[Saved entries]
^^^^^^^^^^^^^^^^
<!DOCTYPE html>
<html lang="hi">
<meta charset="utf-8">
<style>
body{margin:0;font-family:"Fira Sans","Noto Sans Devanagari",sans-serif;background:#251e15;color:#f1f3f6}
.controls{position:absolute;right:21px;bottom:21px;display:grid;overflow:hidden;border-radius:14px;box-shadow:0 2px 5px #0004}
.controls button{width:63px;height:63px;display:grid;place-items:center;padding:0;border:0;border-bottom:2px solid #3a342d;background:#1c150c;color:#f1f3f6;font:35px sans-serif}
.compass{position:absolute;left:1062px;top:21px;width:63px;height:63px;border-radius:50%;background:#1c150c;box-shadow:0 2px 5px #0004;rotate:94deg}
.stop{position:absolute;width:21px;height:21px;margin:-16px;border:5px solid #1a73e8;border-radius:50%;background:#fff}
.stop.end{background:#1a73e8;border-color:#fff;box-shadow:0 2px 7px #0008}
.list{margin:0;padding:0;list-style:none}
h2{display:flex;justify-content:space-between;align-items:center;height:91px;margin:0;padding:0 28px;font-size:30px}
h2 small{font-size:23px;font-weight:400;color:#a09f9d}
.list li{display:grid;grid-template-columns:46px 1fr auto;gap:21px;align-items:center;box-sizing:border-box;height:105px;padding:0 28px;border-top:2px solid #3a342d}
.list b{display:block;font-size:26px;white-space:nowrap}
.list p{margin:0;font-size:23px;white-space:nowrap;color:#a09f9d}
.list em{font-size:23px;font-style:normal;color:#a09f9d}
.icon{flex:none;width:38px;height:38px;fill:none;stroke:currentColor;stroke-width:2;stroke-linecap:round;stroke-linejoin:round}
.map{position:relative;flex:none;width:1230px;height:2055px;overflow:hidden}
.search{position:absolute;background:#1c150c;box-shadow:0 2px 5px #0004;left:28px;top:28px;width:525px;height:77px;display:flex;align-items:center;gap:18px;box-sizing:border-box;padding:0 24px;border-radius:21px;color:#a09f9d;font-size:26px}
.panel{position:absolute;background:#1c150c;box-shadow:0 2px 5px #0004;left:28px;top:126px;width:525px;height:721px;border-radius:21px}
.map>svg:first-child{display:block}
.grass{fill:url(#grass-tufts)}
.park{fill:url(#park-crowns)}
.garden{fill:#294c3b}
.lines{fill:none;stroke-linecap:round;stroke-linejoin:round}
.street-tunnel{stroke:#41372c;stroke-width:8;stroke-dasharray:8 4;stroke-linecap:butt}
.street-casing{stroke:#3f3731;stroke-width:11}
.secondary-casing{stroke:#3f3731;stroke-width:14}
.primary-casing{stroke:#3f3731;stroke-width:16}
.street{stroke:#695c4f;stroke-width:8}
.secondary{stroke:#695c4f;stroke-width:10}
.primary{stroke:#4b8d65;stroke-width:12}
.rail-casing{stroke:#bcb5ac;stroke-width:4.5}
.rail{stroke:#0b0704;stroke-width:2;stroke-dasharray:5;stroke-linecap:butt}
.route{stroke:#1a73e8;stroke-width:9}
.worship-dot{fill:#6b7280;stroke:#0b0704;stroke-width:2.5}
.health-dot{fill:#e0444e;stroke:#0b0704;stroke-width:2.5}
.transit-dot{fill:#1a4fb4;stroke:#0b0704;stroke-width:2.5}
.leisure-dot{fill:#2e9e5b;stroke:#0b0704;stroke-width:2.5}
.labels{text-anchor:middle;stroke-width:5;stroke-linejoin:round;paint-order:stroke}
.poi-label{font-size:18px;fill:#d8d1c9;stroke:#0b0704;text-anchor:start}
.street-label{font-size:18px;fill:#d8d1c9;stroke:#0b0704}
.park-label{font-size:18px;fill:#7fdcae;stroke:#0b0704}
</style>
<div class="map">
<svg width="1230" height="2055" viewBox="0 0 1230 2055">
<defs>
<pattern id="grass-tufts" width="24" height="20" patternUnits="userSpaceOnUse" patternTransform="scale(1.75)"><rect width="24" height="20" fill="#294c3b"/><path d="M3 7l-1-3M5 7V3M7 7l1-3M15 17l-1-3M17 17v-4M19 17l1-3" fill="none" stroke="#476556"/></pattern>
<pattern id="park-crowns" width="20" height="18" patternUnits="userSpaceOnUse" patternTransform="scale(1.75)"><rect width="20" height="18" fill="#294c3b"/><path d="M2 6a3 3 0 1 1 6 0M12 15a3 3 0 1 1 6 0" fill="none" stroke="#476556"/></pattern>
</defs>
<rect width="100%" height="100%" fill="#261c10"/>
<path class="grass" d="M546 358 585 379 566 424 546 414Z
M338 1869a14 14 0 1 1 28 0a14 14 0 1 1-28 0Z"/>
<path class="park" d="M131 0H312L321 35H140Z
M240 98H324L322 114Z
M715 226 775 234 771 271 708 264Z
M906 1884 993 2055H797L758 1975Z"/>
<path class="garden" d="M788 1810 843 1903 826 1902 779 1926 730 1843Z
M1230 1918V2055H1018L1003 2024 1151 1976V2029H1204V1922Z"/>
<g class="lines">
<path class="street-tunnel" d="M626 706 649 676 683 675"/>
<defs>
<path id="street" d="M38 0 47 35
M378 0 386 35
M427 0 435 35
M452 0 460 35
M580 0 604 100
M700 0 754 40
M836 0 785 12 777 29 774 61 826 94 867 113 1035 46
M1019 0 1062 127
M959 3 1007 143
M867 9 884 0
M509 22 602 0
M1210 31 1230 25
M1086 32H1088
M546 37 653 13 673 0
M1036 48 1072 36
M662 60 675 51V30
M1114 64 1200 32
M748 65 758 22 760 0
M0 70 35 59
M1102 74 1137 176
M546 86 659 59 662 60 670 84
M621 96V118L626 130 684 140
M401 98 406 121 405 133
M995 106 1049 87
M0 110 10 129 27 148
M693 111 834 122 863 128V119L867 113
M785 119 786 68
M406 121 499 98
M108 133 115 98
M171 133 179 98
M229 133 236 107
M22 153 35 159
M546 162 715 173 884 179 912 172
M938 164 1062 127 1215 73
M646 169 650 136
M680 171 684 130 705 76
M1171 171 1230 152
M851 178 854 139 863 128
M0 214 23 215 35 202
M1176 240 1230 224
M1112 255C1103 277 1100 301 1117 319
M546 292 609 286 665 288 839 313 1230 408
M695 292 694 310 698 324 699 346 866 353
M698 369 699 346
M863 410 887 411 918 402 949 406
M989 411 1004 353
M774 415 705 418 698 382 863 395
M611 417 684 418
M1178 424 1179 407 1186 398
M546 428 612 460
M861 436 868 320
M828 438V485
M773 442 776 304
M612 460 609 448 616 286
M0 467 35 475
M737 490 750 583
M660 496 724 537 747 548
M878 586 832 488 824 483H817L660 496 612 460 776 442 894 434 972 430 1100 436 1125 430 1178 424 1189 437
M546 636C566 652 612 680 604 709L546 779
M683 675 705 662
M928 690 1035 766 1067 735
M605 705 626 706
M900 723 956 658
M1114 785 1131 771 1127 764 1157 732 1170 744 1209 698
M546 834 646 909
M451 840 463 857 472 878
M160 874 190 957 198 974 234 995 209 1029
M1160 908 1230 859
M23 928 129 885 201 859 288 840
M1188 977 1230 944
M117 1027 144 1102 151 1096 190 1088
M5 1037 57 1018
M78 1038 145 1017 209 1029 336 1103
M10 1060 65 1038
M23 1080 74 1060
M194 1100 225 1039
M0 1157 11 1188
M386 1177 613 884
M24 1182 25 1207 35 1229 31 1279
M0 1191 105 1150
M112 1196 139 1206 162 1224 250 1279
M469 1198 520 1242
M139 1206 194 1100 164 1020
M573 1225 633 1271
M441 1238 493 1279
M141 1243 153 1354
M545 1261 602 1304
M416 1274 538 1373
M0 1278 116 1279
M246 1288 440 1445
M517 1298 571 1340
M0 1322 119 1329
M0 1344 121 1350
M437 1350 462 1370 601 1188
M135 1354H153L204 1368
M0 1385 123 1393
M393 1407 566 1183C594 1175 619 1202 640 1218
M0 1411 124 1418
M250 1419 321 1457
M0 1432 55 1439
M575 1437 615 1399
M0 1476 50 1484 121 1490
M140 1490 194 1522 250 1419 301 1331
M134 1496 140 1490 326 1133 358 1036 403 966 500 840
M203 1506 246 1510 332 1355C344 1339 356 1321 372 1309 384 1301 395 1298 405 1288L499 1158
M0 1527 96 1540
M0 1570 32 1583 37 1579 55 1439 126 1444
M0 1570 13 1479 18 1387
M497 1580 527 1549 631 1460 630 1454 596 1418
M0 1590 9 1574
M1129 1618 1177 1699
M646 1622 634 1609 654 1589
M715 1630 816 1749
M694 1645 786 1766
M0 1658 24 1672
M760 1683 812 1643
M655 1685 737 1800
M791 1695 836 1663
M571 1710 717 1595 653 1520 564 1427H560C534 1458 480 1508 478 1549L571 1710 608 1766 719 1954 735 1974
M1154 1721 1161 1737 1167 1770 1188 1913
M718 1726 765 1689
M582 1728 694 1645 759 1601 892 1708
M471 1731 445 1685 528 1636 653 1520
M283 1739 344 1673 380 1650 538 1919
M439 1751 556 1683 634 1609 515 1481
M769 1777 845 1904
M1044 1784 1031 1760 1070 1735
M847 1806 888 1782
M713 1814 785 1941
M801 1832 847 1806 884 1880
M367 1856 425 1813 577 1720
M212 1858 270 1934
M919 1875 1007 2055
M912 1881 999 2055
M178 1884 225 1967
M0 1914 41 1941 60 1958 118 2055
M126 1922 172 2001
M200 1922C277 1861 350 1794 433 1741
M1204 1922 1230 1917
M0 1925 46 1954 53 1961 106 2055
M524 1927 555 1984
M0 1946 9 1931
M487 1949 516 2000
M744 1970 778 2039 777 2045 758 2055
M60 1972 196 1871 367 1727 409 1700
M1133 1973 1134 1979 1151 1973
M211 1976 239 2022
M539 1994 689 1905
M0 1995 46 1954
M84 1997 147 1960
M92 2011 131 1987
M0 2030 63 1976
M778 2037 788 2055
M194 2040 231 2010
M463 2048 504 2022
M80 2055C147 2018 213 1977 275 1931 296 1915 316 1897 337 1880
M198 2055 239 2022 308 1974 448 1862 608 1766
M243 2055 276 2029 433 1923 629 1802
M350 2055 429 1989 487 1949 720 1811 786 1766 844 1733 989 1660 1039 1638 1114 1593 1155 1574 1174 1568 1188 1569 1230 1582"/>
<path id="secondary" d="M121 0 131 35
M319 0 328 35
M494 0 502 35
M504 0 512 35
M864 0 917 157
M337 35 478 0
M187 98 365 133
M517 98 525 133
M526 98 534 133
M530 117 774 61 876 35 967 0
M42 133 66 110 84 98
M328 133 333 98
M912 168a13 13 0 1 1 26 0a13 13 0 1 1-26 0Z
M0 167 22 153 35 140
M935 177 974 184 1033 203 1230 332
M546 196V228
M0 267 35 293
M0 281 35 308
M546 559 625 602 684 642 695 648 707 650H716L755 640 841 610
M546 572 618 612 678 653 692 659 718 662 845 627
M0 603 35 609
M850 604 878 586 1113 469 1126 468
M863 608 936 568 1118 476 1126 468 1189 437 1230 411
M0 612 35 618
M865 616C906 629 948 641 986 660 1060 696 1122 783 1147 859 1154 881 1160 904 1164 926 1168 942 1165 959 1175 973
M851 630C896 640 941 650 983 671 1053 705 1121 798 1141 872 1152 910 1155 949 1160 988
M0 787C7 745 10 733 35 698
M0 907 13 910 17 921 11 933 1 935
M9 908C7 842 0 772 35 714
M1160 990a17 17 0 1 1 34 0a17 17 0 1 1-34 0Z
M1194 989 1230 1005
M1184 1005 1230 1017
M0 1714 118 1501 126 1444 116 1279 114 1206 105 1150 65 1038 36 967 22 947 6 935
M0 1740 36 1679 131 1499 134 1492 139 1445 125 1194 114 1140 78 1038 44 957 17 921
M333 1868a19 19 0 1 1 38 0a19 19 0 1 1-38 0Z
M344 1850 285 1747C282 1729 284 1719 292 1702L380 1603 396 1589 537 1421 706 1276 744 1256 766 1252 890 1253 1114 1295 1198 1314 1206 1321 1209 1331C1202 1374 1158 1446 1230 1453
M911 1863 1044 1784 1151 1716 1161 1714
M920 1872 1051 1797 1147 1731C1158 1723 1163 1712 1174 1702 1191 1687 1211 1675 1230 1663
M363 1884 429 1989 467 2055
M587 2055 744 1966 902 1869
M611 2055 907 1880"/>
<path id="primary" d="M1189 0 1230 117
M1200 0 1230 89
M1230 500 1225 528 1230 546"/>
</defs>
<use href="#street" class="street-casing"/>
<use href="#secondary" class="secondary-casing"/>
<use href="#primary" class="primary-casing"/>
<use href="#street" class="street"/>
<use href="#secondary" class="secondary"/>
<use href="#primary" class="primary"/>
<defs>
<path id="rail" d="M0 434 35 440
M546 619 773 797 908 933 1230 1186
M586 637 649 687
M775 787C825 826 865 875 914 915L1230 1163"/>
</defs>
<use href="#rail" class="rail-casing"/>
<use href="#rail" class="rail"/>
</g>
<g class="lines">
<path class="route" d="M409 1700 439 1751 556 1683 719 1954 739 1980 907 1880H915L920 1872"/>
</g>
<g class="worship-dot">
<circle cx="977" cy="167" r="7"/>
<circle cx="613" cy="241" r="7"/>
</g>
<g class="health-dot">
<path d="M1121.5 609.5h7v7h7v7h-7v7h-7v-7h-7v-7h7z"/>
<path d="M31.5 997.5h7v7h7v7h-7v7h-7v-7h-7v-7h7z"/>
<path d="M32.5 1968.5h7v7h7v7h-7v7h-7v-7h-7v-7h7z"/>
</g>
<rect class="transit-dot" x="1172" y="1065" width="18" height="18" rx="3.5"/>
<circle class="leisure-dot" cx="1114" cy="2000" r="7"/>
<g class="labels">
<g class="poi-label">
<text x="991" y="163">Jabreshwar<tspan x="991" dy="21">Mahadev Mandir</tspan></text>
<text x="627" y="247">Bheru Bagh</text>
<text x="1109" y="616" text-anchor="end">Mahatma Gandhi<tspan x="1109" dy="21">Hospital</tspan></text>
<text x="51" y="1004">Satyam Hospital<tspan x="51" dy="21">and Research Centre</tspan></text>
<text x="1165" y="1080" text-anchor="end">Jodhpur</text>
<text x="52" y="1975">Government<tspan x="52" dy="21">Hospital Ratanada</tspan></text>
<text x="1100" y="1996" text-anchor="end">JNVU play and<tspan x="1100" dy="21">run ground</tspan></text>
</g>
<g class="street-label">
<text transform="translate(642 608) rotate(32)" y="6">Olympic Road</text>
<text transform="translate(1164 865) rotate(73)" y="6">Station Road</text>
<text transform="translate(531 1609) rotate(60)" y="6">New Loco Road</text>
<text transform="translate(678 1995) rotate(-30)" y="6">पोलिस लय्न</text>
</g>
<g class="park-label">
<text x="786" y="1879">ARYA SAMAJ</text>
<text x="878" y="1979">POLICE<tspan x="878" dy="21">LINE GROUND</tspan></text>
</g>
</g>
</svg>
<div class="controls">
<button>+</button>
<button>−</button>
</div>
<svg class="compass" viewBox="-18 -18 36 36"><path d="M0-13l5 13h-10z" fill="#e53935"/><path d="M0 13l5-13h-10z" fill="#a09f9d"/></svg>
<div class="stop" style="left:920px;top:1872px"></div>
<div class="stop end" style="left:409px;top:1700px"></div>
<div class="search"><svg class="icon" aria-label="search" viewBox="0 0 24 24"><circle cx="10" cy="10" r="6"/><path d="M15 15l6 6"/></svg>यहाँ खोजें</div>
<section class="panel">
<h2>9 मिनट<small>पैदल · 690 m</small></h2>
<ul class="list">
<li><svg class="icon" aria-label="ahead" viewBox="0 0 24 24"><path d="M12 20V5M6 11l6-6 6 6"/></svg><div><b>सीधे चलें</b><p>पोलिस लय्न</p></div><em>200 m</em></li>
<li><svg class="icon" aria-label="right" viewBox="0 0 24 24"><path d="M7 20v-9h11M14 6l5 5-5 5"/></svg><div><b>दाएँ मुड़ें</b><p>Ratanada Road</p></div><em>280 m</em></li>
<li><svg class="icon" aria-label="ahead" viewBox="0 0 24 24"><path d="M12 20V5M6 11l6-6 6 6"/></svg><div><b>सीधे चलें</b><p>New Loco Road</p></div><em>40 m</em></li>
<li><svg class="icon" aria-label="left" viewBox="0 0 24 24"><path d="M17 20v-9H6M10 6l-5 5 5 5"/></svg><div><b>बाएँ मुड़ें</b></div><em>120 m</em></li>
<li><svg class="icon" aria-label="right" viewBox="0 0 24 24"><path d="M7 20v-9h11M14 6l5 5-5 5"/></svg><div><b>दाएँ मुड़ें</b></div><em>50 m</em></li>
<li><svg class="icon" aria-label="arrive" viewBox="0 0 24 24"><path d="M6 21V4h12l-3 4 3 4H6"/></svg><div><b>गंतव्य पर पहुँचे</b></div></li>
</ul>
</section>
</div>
^^^^^^^^^^^^^^^^
■ Exercise aim
Look through the entries above and report each line where the string "nowrap" occurs.

■ Solution for this exercise
.list b{display:block;font-size:26px;white-space:nowrap}
.list p{margin:0;font-size:23px;white-space:nowrap;color:#a09f9d}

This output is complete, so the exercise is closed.